Six mages, each one dominated by a different rainbow shade, were positioned like statues on seats throughout the lounge.
“This is Ruby,” Vib said, indicating the pink-eyed, ruby-haired mage we’d met earlier.
Ruby was sprawled out on a long, yellow sofa. She had cast off her drab overcoat to reveal a fire-red unitard with artistic holes cut into the fabric at the shoulders, hips, and various other junction parts of her body. She sat motionless, propped up against the sofa arm by her elbow. Her feet rested on the lap of the man sitting beside her.
Vib smiled at the man. “Topaz.”
Topaz had spiky tangerine-orange hair styled up into a wave. His eyes, too, were unusual—a light white-orange shade—and his own unitard was colored to match.
“Citrine.”
The waifish lemon-haired, vanilla-eyed girl could not have been more than twelve. She sat on a purple footrest, her hands neatly folded in her lap. Her body was still, lifeless—like a statue.
“Amethyst.”
Vib pointed at the ceiling. A woman dangled upside down from a swing, her long, hibiscus hair rippling through the air as she swung back and forth.
“Emerald.”
The green-eyed, green-haired woman standing on a gold-accented podium resembled a plant more than a human, and she was posed like one too.
“Sapphire.”
I looked at the man with iridescent blue hair and midnight blue eyes. I could have sworn I caught the hint of a smirk on his otherwise expressionless face.

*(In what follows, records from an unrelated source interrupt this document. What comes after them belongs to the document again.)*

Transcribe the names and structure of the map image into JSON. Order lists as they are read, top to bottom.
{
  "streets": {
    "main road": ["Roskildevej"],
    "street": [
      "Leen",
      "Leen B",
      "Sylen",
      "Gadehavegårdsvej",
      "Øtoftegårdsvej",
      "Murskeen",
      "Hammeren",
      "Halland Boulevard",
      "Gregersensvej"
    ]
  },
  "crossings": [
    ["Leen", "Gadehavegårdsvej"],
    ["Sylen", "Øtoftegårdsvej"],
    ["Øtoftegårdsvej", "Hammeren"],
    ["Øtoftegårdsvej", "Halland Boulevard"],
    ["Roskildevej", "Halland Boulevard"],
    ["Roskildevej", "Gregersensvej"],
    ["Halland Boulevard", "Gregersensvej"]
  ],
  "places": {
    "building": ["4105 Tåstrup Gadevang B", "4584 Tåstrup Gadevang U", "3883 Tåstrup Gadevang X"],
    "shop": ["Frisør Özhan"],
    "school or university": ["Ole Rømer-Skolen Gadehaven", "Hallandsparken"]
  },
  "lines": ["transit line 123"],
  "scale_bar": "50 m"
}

“This is creepy,” I whispered to Jason. “They’re not even moving. You can barely see them breathe. And that one, the blue guy. He’s staring at me.”
“Sapphire,” Vib said with a stern click of his tongue.

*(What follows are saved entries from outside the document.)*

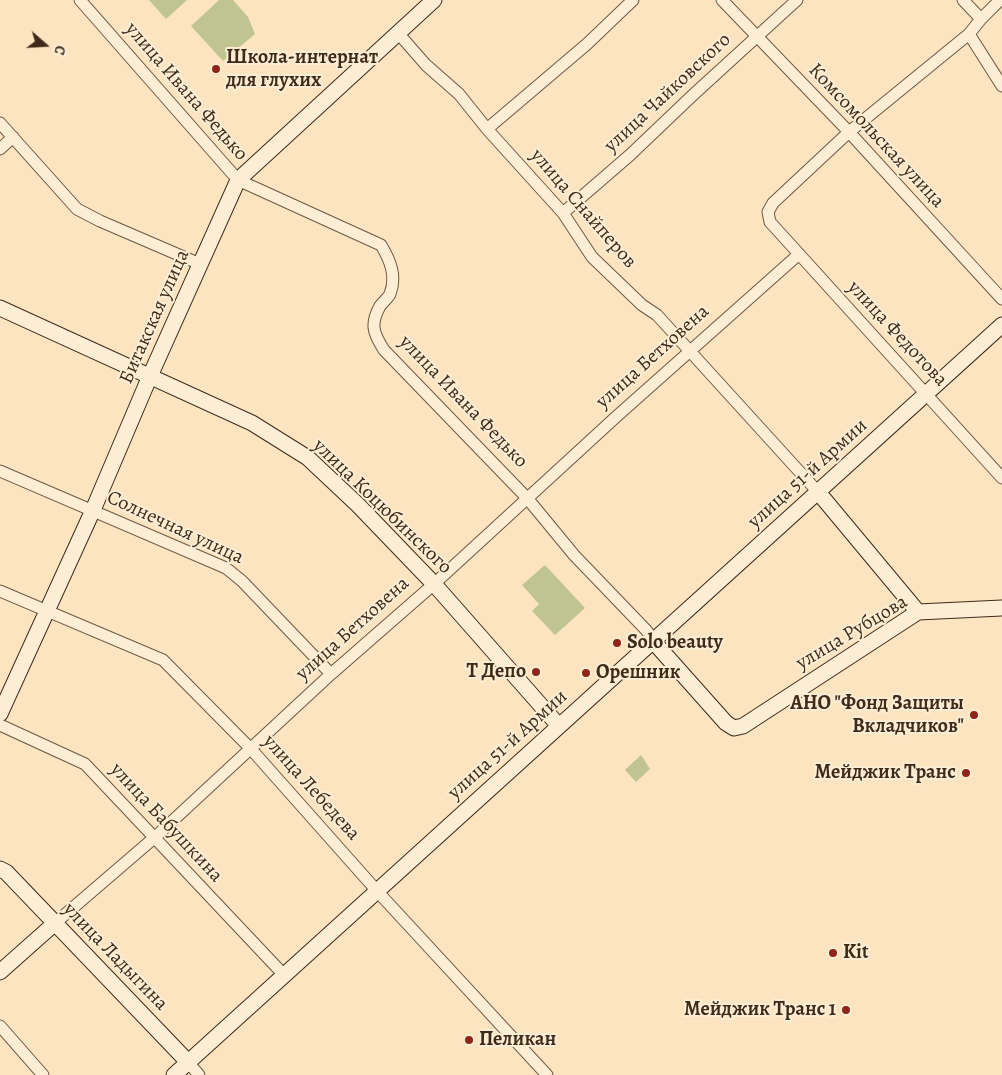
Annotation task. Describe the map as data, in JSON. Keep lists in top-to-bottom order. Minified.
{"streets":{"main road":["улица Ивана Федько","улица Снайперов","Битакская улица","улица Бетховена","улица 51-й Армии","улица Коцюбинского","улица Рубцова","улица Ладыгина"],"street":["улица Чайковского","Комсомольская улица","улица Федотова","Солнечная улица","улица Лебедева","улица Бабушкина"]},"crossings":[["улица Ивана Федько","Битакская улица"],["улица Ивана Федько","улица Бетховена"],["улица Ивана Федько","улица 51-й Армии"],["улица Ивана Федько","улица Рубцова"],["улица Чайковского","Комсомольская улица"],["улица Чайковского","улица Снайперов"],["Комсомольская улица","улица Федотова"],["улица Снайперов","Битакская улица"],["улица Снайперов","улица Бетховена"],["улица Снайперов","улица 51-й Армии"],["улица Снайперов","улица Рубцова"],["Битакская улица","улица Коцюбинского"],["Битакская улица","Солнечная улица"],["Битакская улица","улица Лебедева"],["улица Федотова","улица Бетховена"],["улица Федотова","улица 51-й Армии"],["улица Бетховена","улица Коцюбинского"],["улица Бетховена","Солнечная улица"],["улица Бетховена","улица Лебедева"],["улица Бетховена","улица Бабушкина"],["улица Бетховена","улица Ладыгина"],["улица 51-й Армии","улица Коцюбинского"],["улица 51-й Армии","улица Лебедева"],["улица 51-й Армии","улица Бабушкина"],["улица 51-й Армии","улица Ладыгина"]],"places":["Школа-интернат для глухих","Solo beauty","Т Депо","Орешник","АНО \"Фонд Защиты Вкладчиков\"","Мейджик Транс","Kit","Мейджик Транс 1","Пеликан"],"north":"right"}
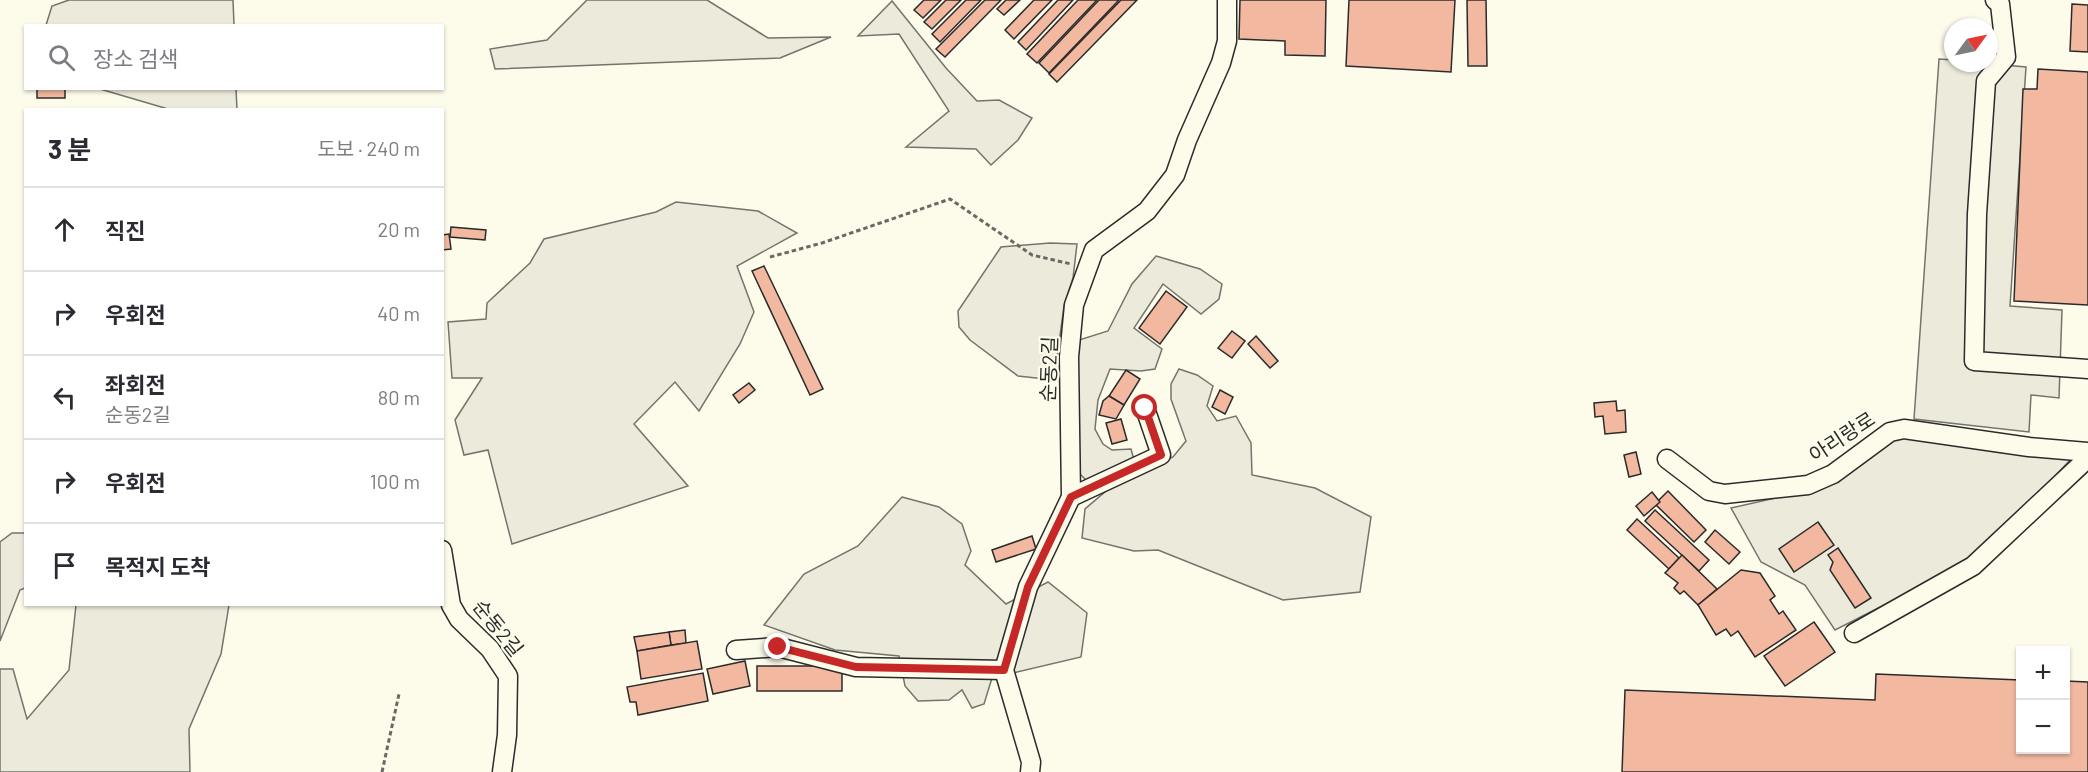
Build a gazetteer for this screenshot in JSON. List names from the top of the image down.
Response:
{
  "streets": {
    "street": ["순동2길", "아리랑로"]
  },
  "north": "top right",
  "page": {
    "search": "장소 검색",
    "heading": ["3 분", "도보 · 240 m"],
    "list": [
      ["직진", "20 m"],
      ["우회전", "40 m"],
      ["좌회전", "순동2길", "80 m"],
      ["우회전", "100 m"],
      "목적지 도착"
    ],
    "map_buttons": ["+", "−"]
  }
}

The blue man reacted immediately. He turned his head just enough that he was now looking away from me. He was so obedient, like a pet. Something really bizarre was going on here.
“Well, then.” Vib spread his arms wide. “Welcome to my menagerie.”
The mages all looked at Vib like they adored him.
“I have a message for your father,” Vib told Jason. “You can tell him I harbor no hard feelings toward him. Our partnership just didn’t work out.”
“Because you began experimenting on people,” said Jason. “The experimental accessories you gave them to augment their magic made many of them go mad.”
Vib sighed. “Ok, maybe there are some hard feelings. He said my ideas were too wild, my methods too controversial,” he pouted. “Edward always did prefer that insufferable goody-goody Silver.”
“Silver is a very talented healer.”
“Sure, he’s good,” said Vib. “But he’s so by-the-books. He has no imagination, no flair. And he is downright dull as a conversation partner, if you ask me.” He spread his arms wide and turned around once on the spot, a gleeful glimmer in his eyes. “Could Silver have come up with all of this?”
“I am fairly certain that Silver does not possess the necessary dose of madness.”
“Exactly!” Vib said, his voice humming with excitement. “Yes, some call me mad, but such things are always said of those far ahead of their time. I am revolutionizing magic! No longer will mages be bound to their accessories—or confined into tiny boxes of magical classification. They will be able to use potions to enhance their existing powers and to gain new ones. Through these potions and selective breeding, I will create a new race of super-mages!”
So that’s what these rainbow mages were. Vib had bred, drugged, and modified them until there was nothing left of them. This was bigger than even Edward had realized.